Benan Grams (Georgetown University)
Ottoman Medicine in Greater Syria

In ihrer Doktorarbeit untersucht Benan Grams die Geschichte der Medizin und des osmanischen öffentlichen Gesundheitssystems in den syrischen Regionen mit den Schwerpunkten Damaskus und Beirut vom neunzehnten Jahrhundert bis zum Beginn des französischen Mandats 1921. Das Projekt betrachtet die Reform des Gesundheitssystems als Teil der osmanischen Tanzimat-Reformen. Desweiteren untersucht das Projekt die Erfahrungen des Osmanischen Reiches mit der Modernisierung des Medizinsektors als Teil eines globalen Trends der Modernisierung und der staatlichen Zentralisierung von öffentlichen Gesundheitssystemen.

Seit den 30-er Jahren des 19. Jahrhunderts trieb das Osmanische Reich im großen Maßstab die Modernisierung im Bereich der Medizin und des öffentlichen Gesundheitssystems voran. Die Einführung neuer medizinischer Behandlungsmethoden, Regularien und Gesetze und eine neue Gesundheitspolitik waren Teil eines umfassenden Modernisierungsprojektes des osmanischen Staates. Die Zentralregierung des Reiches verfolgte damit verschiedene Ziele im syrischen Raum. Nach der Rückeroberung Syriens und dem Abzug der ägyptischen Truppen im Jahr 1841 versuchte die osmanische Regierung sich unter der arabischen Bevölkerung durch Maßnahmen, wie der Verhinderung von Epidemien Legitimität zu verschaffen. Für seine nach den Militärreformen neu aufgebaute Berufsarmee benötigte das Reich gesunde und kräftige Männer, was das staatliche Interesse an einem funktionierenden Gesundheitssystem. Zugleich stand die Reichsführung durch die Konkurrenz mit Missionaren unter Druck, welche bereits medizinische Ausbildungseinrichtungen und Hospitale aufgebaut hatten.

Diese neue Aufgabe des Staates und die damit einhergehenden vereinheitlichten medizinischen Maßnahmen beeinflussten die Beziehung zwischen Staat und Bevölkerung.

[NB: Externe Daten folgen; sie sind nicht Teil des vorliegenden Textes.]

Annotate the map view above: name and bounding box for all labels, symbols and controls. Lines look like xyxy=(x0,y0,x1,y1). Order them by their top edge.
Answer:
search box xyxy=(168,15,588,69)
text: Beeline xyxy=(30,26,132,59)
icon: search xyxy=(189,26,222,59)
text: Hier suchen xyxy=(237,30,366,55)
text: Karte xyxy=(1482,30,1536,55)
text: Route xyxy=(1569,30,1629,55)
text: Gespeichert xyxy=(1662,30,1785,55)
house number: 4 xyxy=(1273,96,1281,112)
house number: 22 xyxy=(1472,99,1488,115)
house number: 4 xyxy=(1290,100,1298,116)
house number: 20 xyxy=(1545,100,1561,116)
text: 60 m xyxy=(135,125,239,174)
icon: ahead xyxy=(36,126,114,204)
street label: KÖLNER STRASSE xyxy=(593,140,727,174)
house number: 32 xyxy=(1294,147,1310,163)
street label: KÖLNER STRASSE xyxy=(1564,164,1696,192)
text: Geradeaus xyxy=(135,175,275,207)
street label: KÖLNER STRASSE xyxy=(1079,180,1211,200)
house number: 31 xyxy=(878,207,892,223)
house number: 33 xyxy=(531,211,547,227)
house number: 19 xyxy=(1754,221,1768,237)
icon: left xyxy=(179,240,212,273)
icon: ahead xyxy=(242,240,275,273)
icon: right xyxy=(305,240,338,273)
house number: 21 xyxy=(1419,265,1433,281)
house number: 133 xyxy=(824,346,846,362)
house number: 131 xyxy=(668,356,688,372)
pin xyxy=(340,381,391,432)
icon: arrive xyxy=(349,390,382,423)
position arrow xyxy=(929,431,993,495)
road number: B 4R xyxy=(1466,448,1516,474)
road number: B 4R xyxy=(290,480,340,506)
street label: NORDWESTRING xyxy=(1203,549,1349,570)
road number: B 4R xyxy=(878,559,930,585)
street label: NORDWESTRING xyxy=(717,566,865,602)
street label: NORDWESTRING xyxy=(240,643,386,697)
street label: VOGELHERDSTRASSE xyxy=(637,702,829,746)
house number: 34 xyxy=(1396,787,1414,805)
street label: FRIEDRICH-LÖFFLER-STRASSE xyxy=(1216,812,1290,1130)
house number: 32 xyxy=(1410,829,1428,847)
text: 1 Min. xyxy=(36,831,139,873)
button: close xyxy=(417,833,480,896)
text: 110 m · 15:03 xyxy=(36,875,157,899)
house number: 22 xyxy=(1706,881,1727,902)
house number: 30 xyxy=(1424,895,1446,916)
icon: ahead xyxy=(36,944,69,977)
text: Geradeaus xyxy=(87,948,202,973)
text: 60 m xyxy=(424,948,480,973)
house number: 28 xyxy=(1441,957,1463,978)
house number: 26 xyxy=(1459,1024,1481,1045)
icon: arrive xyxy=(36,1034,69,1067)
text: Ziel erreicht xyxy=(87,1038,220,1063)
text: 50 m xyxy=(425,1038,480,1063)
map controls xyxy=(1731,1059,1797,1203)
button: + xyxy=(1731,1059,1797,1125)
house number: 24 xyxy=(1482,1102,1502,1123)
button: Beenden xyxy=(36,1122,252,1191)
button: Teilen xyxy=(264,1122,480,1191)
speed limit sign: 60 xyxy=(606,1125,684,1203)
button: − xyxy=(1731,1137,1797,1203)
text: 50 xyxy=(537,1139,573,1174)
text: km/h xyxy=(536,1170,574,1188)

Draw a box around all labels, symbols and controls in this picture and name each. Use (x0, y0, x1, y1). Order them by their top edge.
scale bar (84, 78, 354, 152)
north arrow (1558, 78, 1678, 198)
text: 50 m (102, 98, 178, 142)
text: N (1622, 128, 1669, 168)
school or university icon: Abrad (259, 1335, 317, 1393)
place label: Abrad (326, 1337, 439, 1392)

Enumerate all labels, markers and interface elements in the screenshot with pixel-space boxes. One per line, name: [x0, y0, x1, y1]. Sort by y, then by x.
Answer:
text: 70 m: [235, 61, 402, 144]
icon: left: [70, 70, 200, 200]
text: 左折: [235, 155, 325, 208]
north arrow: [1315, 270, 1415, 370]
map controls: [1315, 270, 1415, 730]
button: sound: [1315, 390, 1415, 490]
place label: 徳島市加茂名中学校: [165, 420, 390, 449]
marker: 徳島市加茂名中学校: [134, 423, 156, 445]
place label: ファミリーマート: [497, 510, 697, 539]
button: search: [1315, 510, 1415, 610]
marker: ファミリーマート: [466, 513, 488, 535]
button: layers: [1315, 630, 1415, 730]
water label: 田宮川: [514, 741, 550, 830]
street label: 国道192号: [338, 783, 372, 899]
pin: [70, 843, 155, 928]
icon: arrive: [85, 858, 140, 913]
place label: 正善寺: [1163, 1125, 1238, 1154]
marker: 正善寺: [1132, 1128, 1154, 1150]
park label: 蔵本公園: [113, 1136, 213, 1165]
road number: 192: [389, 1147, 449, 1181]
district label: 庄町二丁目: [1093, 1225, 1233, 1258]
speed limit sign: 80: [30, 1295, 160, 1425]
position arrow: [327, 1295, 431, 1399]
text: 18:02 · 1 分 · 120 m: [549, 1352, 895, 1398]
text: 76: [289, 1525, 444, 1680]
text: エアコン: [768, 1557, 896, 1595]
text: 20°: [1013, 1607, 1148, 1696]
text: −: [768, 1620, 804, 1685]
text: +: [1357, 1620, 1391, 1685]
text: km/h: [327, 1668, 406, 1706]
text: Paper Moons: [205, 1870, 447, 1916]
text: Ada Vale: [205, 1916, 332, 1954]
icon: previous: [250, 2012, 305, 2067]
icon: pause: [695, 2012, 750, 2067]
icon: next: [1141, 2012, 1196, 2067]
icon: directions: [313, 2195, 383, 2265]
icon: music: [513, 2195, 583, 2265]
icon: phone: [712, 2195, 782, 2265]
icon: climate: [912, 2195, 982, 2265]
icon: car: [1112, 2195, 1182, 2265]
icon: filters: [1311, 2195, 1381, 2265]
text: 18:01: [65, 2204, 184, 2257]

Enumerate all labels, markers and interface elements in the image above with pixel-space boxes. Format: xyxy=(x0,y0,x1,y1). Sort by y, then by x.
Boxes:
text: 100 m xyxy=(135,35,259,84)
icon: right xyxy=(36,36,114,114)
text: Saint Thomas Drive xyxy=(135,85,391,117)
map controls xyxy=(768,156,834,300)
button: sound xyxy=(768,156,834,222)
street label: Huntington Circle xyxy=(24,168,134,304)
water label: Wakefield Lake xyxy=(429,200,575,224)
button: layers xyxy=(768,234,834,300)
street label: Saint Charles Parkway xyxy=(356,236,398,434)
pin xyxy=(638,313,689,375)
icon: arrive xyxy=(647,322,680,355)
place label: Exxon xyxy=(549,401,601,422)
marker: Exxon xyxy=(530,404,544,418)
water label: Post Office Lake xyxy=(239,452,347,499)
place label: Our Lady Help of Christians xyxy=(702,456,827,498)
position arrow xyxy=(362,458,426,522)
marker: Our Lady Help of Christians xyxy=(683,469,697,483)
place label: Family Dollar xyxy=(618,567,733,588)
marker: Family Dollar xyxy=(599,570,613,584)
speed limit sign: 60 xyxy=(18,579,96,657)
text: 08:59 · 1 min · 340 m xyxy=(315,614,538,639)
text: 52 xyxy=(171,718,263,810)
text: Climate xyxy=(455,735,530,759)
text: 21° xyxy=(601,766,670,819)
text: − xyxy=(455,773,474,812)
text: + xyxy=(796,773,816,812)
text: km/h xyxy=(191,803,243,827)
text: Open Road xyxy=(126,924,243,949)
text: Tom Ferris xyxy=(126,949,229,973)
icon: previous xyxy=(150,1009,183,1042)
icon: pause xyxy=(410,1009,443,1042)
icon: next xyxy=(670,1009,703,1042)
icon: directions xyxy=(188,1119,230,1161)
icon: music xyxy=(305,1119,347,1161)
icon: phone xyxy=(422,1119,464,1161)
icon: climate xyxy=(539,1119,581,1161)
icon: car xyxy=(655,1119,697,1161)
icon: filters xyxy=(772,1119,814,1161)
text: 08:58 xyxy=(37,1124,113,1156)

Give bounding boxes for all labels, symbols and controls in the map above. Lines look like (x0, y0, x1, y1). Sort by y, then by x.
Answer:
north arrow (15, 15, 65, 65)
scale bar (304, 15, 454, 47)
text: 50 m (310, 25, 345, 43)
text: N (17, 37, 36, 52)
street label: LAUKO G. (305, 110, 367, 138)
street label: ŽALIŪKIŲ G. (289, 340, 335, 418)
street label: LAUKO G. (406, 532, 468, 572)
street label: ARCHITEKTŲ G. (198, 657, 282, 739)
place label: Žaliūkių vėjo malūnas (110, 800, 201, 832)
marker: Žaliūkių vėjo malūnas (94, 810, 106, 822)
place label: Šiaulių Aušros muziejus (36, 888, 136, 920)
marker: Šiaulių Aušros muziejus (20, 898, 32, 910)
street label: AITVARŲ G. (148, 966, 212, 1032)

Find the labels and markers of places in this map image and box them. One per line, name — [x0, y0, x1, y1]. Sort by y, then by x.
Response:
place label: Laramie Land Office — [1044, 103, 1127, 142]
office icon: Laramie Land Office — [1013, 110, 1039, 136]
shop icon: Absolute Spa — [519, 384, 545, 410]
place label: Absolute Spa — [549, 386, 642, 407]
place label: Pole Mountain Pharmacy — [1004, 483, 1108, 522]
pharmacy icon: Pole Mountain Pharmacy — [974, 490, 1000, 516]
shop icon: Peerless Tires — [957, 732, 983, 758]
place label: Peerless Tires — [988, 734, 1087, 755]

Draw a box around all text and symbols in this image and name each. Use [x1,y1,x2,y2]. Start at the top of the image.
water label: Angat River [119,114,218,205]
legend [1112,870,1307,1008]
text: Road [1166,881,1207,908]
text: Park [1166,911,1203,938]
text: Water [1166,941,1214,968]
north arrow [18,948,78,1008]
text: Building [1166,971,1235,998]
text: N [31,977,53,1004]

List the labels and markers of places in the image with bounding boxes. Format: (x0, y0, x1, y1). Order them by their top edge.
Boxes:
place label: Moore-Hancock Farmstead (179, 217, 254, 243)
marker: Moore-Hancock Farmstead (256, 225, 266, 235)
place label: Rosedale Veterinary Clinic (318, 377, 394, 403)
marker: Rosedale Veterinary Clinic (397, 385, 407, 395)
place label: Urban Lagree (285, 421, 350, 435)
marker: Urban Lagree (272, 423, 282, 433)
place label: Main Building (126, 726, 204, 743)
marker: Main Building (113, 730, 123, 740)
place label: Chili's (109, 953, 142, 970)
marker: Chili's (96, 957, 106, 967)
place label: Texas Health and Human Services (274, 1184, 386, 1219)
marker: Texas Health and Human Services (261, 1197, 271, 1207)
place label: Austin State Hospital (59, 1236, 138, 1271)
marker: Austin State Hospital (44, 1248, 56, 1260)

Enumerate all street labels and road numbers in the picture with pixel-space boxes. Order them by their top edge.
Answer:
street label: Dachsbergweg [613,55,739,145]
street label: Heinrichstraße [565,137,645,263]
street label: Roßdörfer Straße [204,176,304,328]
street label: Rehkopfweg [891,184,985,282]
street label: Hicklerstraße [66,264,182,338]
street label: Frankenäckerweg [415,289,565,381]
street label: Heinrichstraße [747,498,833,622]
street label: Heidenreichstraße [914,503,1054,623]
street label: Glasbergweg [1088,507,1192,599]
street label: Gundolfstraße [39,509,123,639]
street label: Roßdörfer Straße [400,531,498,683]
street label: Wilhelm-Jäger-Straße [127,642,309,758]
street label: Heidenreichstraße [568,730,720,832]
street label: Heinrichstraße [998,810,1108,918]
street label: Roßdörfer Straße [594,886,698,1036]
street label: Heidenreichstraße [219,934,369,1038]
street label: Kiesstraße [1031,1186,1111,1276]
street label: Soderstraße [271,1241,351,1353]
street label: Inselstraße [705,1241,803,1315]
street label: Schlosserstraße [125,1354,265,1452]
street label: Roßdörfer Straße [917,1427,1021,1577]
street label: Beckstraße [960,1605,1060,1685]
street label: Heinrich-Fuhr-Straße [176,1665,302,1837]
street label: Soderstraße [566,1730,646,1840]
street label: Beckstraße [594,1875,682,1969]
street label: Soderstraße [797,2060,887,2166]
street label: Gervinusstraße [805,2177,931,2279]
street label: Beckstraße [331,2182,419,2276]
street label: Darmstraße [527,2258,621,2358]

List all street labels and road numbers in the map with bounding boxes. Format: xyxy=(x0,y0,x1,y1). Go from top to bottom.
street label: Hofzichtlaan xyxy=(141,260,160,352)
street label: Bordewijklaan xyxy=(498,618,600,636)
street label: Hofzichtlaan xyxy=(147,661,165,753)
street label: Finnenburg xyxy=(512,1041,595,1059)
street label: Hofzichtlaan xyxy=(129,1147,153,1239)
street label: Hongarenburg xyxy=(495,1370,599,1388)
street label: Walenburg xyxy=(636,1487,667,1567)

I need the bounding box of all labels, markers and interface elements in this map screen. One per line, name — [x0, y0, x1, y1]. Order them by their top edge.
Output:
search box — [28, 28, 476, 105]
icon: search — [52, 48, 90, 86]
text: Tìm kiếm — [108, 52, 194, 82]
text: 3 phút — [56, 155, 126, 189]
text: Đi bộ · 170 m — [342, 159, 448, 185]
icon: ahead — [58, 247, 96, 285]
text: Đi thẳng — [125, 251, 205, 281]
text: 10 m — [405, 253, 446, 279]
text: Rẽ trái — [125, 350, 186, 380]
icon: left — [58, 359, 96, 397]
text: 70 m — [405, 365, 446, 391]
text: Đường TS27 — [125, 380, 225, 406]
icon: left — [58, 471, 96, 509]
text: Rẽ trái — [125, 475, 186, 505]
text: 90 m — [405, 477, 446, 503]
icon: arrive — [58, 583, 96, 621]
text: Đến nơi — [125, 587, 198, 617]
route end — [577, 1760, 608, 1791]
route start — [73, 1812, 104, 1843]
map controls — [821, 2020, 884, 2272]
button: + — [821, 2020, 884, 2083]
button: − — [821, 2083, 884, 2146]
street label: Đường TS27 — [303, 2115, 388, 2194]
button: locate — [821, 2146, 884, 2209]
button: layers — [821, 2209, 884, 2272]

Begriffe wie „gesund“ und „krank“ mussten neu definiert werden. Gesundheitliche Regeln, prophylaktische medizinische sowie Hygienemaßnahmen, denen ein modernes Verständnis von Krankheit und Hygiene zugrunde lag, brachte Staatsbeamte in einen intimen, in dieser Form noch nie existierenden Kontakt mit der Bevölkerung. Diese Maßnahmen waren erste Schritte einer Reihe von biopolitischen Maßnahmen, die die osmanische Regierung unternahm, um die Gesellschaft zu modernisieren. Durch sie verschaffte sich der Staat die Legitimation, sich in die Privatsphäre seiner Bevölkerung einzumischen, was dazu führte, dass traditionelle Geschlechterstrukturen gestört wurden, und dabei das Recht des Staates zum Zugriff auf den Körper neu definiert wurde.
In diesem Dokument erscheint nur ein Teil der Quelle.